"""
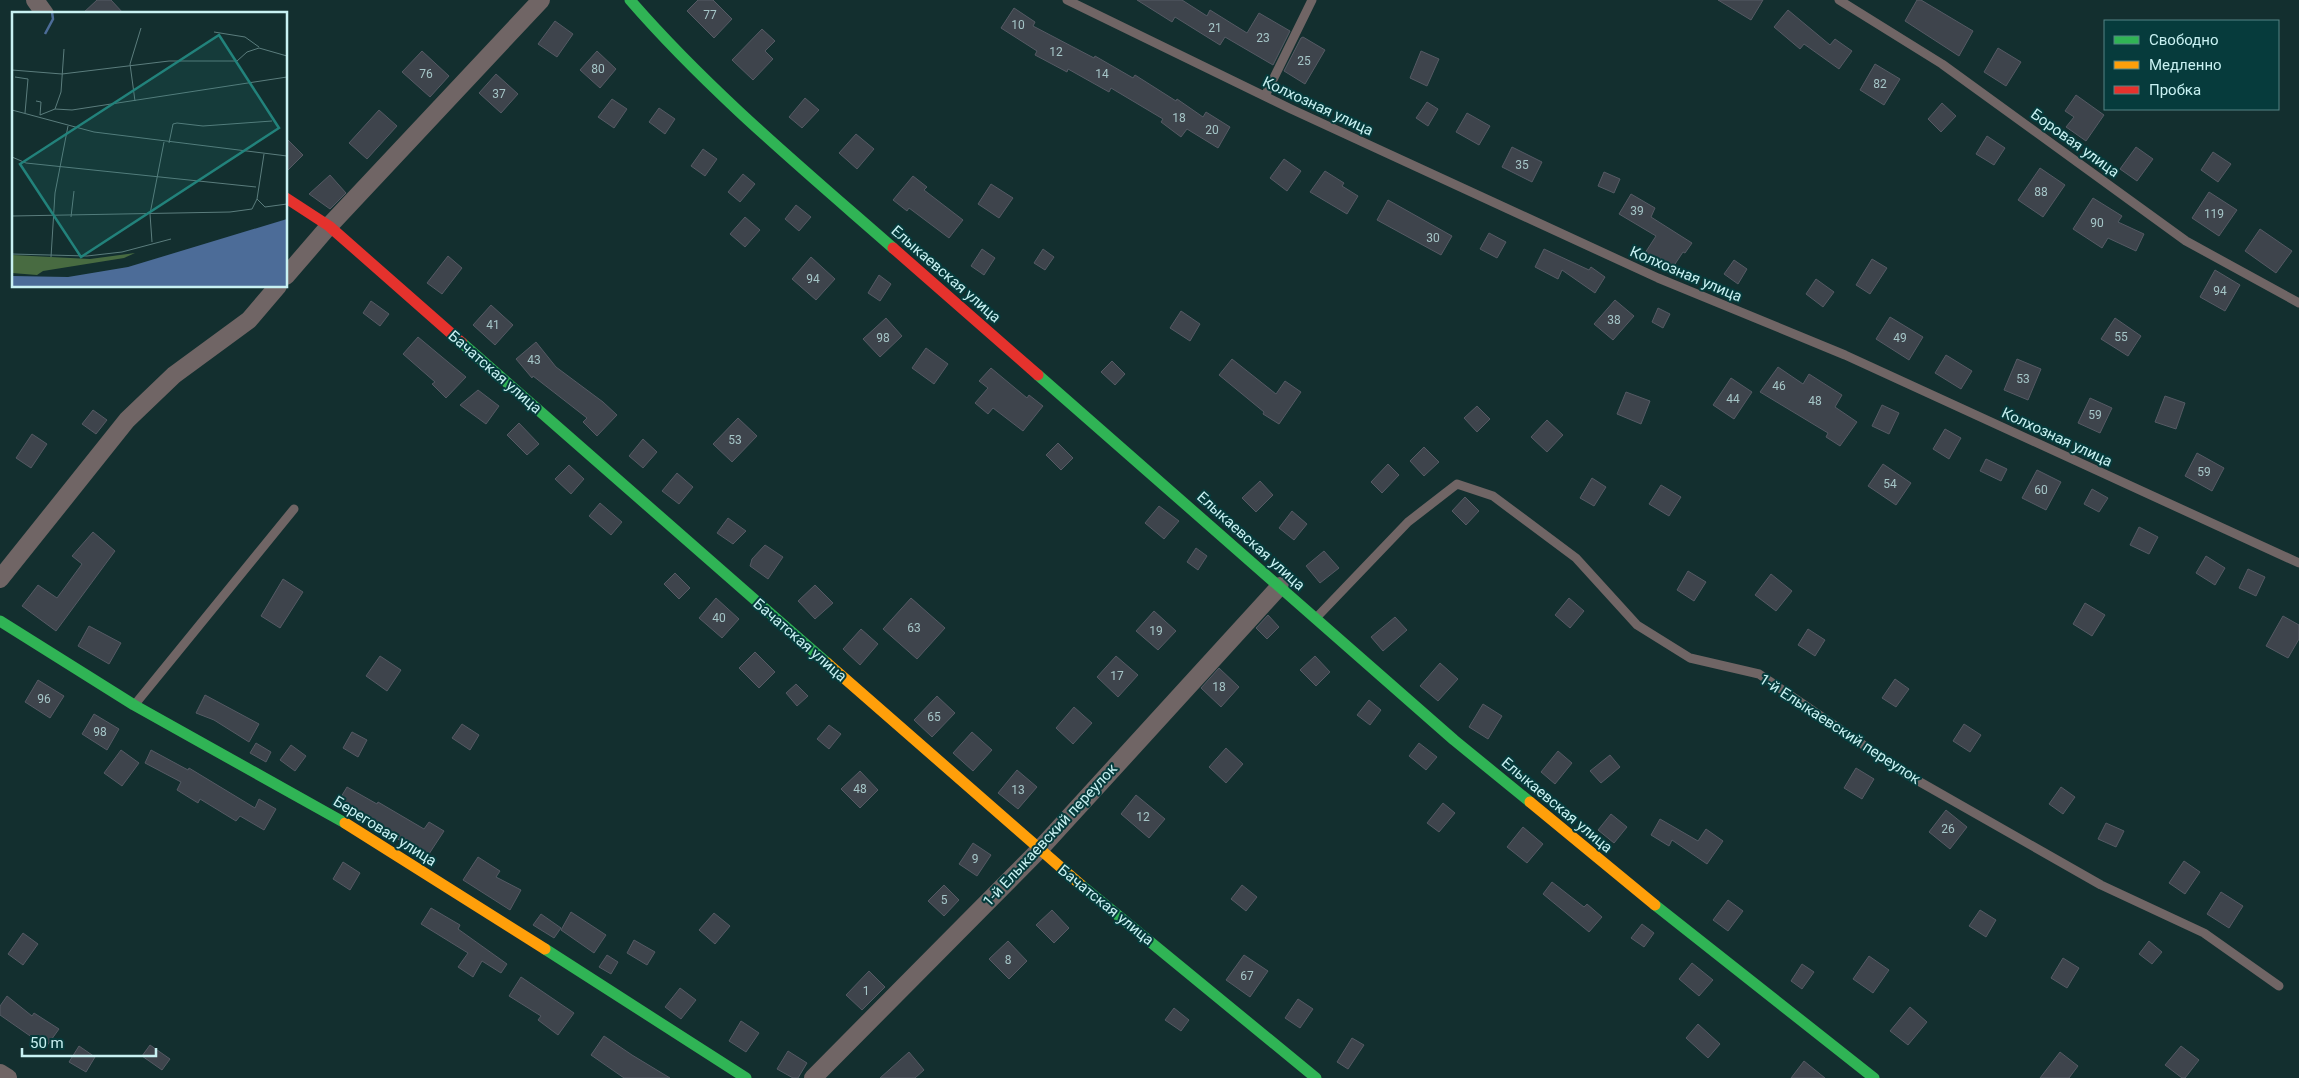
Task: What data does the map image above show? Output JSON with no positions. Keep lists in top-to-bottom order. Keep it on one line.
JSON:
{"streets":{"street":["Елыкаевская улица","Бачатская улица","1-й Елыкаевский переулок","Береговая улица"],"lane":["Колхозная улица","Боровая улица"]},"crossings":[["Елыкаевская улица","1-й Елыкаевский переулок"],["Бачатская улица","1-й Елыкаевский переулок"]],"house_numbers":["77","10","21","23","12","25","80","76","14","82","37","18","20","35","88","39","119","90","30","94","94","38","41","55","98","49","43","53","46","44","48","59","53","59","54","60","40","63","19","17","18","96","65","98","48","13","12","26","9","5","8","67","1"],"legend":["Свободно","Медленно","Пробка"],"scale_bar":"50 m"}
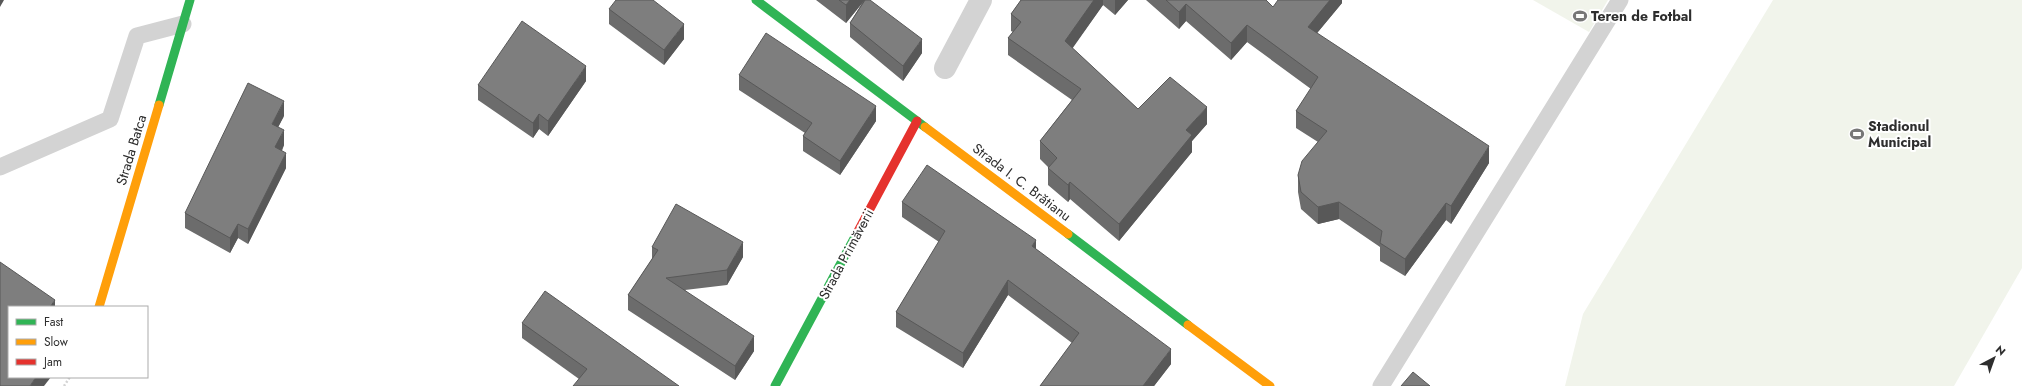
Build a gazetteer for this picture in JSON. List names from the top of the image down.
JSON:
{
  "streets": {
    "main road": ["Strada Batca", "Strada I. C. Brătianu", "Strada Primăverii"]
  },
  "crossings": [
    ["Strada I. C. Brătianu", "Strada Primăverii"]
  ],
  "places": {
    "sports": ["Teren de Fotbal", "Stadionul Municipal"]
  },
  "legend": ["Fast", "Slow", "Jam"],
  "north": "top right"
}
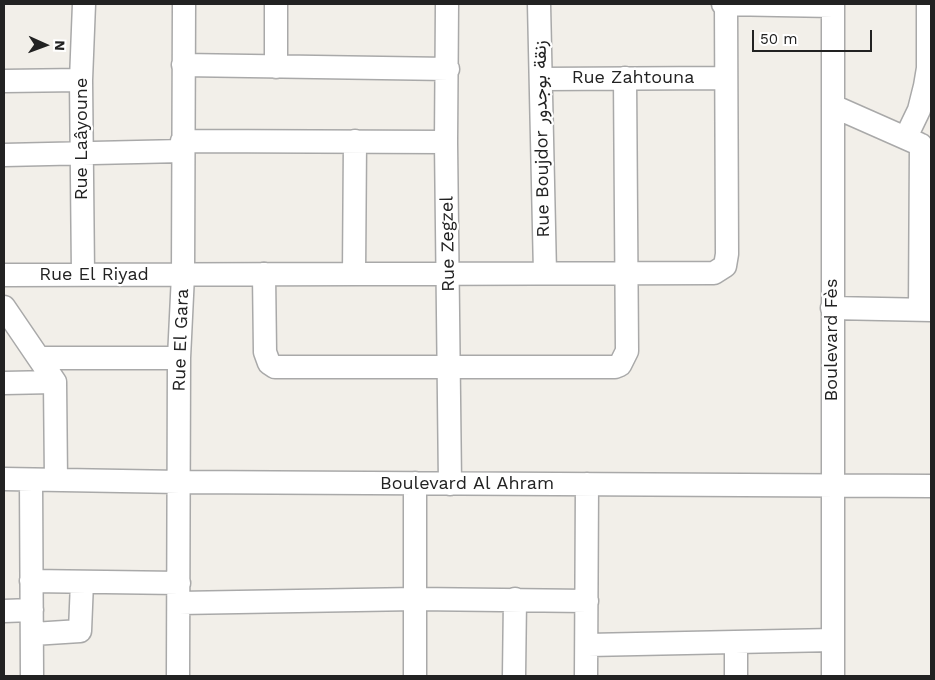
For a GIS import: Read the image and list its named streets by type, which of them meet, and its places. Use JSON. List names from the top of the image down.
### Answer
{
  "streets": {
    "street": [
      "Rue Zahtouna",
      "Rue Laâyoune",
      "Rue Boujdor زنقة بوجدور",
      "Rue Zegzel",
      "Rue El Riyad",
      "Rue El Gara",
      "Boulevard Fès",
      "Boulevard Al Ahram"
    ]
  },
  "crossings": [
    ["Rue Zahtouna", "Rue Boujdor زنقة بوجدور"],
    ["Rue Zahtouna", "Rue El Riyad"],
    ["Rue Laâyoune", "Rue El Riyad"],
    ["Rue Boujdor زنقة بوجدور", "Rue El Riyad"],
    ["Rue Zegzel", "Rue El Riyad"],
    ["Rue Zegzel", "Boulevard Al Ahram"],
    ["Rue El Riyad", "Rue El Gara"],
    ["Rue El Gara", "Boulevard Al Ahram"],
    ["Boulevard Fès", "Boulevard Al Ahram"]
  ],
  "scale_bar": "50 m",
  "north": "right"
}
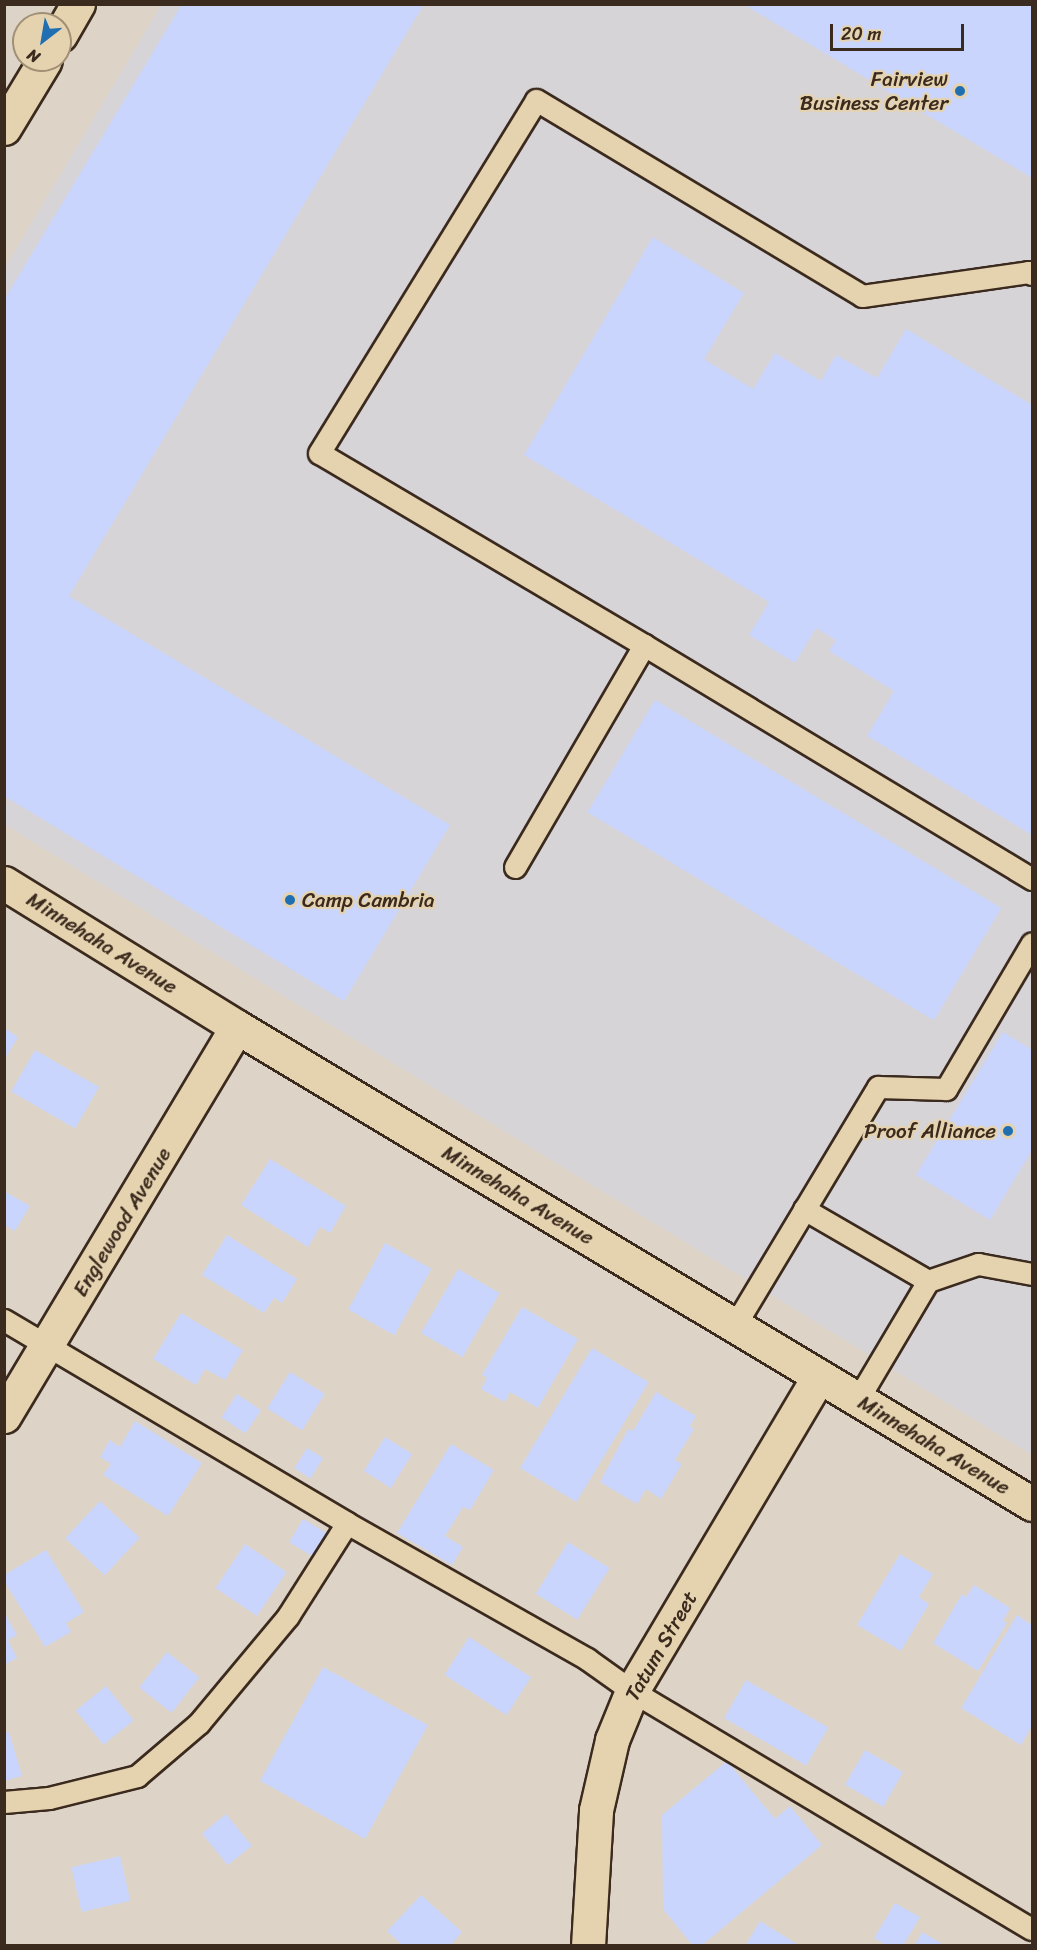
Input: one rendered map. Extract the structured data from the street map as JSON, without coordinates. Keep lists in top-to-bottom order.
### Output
"""
**Problem statement:** Across the entries, how many lines include the string "data"? The answer should be only a number.

**Exercise answer:** 2